Monday, October 1, 2012

Sharp as a Tack

Maximum:  The greatest quantity, number, or degree possible or permissible.

One of the standard affirmations in my morning Quiet Time is to express the hope that I may be of maximum service to everyone that I come into contact with.  I believe I've mentioned this before.  I suspect that I've mentioned it many thousands of times which is what I do when I want to convince people that I'm doing something pretty admirable that I'm not really doing.  That way I get the glory but don't have to do the actual work.  It's the best of both worlds.  It's another Catch 22 but a really nice one - I highly recommend it.  For instance, in my Quiet Time this morning I alternated between nodding off and imagining which super-car I would buy if I won the lottery for which I never buy a ticket.  Porsche or Ferrari?  How about both?  If I'm going to win the lottery I might as well go whole hog.  The point is I had a "Quiet Time" and got to fantasize freely.   
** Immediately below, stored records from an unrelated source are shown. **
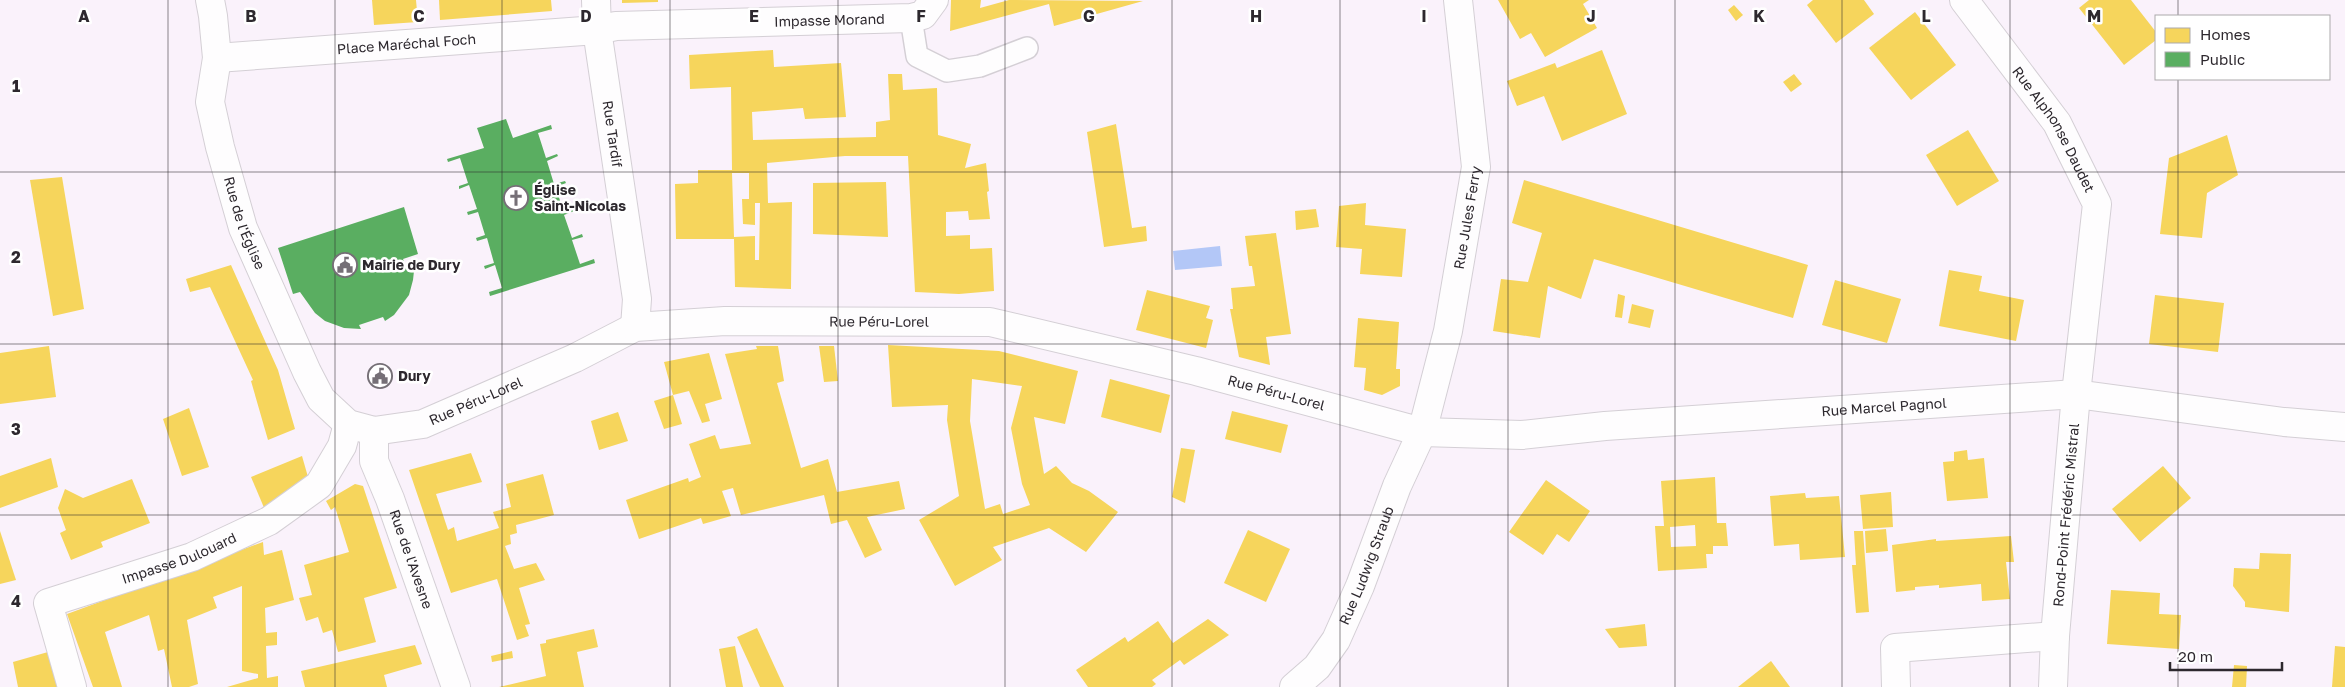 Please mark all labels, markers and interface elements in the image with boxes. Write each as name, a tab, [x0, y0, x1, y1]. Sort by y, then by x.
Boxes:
text: A	[78, 6, 90, 26]
text: B	[245, 6, 257, 26]
text: C	[413, 6, 425, 26]
text: D	[580, 6, 592, 26]
text: E	[749, 6, 759, 26]
text: F	[916, 6, 926, 26]
text: G	[1083, 6, 1095, 26]
text: H	[1250, 6, 1262, 26]
text: I	[1421, 6, 1427, 26]
text: J	[1586, 6, 1596, 26]
text: K	[1753, 6, 1765, 26]
text: L	[1921, 6, 1931, 26]
text: M	[2087, 6, 2101, 26]
street label: Impasse Morand	[774, 10, 885, 30]
legend	[2155, 15, 2330, 80]
text: Homes	[2200, 25, 2250, 43]
street label: Place Maréchal Foch	[336, 30, 477, 57]
text: Public	[2200, 50, 2245, 68]
street label: Rue Alphonse Daudet	[2009, 63, 2099, 195]
text: 1	[12, 76, 20, 96]
street label: Rue Tardif	[600, 99, 626, 168]
street label: Rue Jules Ferry	[1450, 164, 1484, 271]
street label: Rue de l'Église	[221, 175, 269, 272]
place label: Église Saint-Nicolas	[534, 181, 626, 214]
church icon: Église Saint-Nicolas	[503, 185, 529, 211]
text: 2	[11, 247, 21, 267]
public building icon: Mairie de Dury	[332, 252, 358, 278]
place label: Mairie de Dury	[362, 256, 461, 273]
street label: Rue Péru-Lorel	[829, 312, 929, 330]
public building icon: Dury	[367, 363, 393, 389]
place label: Dury	[398, 367, 431, 384]
street label: Rue Péru-Lorel	[1226, 371, 1327, 413]
street label: Rue Péru-Lorel	[426, 373, 525, 428]
street label: Rue Marcel Pagnol	[1821, 394, 1947, 419]
text: 3	[11, 419, 21, 439]
street label: Rond-Point Frédéric Mistral	[2049, 422, 2082, 608]
street label: Rue Ludwig Straub	[1335, 504, 1397, 627]
street label: Rue de l'Avesne	[386, 507, 437, 611]
street label: Impasse Dulouard	[120, 528, 239, 587]
text: 4	[11, 591, 21, 611]
scale bar	[2170, 640, 2282, 672]
text: 20 m	[2178, 647, 2213, 665]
Yesterday at the meeting I introduced myself to a guy who I had never seen before in my life.  Apparently he knew who I was, recalling in great detail a number of past interactions detailed enough so that his recollections seemed pretty plausible and not open for discussion.  It was somewhat embarrassing on my part but it happens to me often enough that I simply plow ahead with the conversation.  Anyway, he started to tell me a long, convoluted story that completely confused me.  I tried to engage him with listening noises and a quick comment or two but I really didn't have any idea what he was talking about.  There may have been some mental illness involved; it may have been present in both the speaker and the listener; or he may have been lost on one of the winding flights of fancy that trap all of us from time to time

The point is that there were a lot of my friends at this particular meeting that I would have loved to catch up with.  I don't get to see these folks all that often so I like to talk to them.  Instead, I listened to this guy spin out a barely comprehensible story.  He didn't come up for air once.  I could have projected a hologram onto the wall and he wouldn't have noticed.  There wasn't a momentary pause that would have given me a chance to bail out.

"Wow," he said.  "It's good to see you.  Thanks for letting me get that out."  Whatever it was that he got out.

This is the conundrum of the prayer.  I was of service, apparently.  I didn't enjoy it at all.  It wasn't what I wanted to do.  I want to perform service of my choosing at a time and in a place that is convenient to me.

Maybe I should change my affirmation to "help me be of service at a time and place of my choosing."  That would be a really admirable prayer.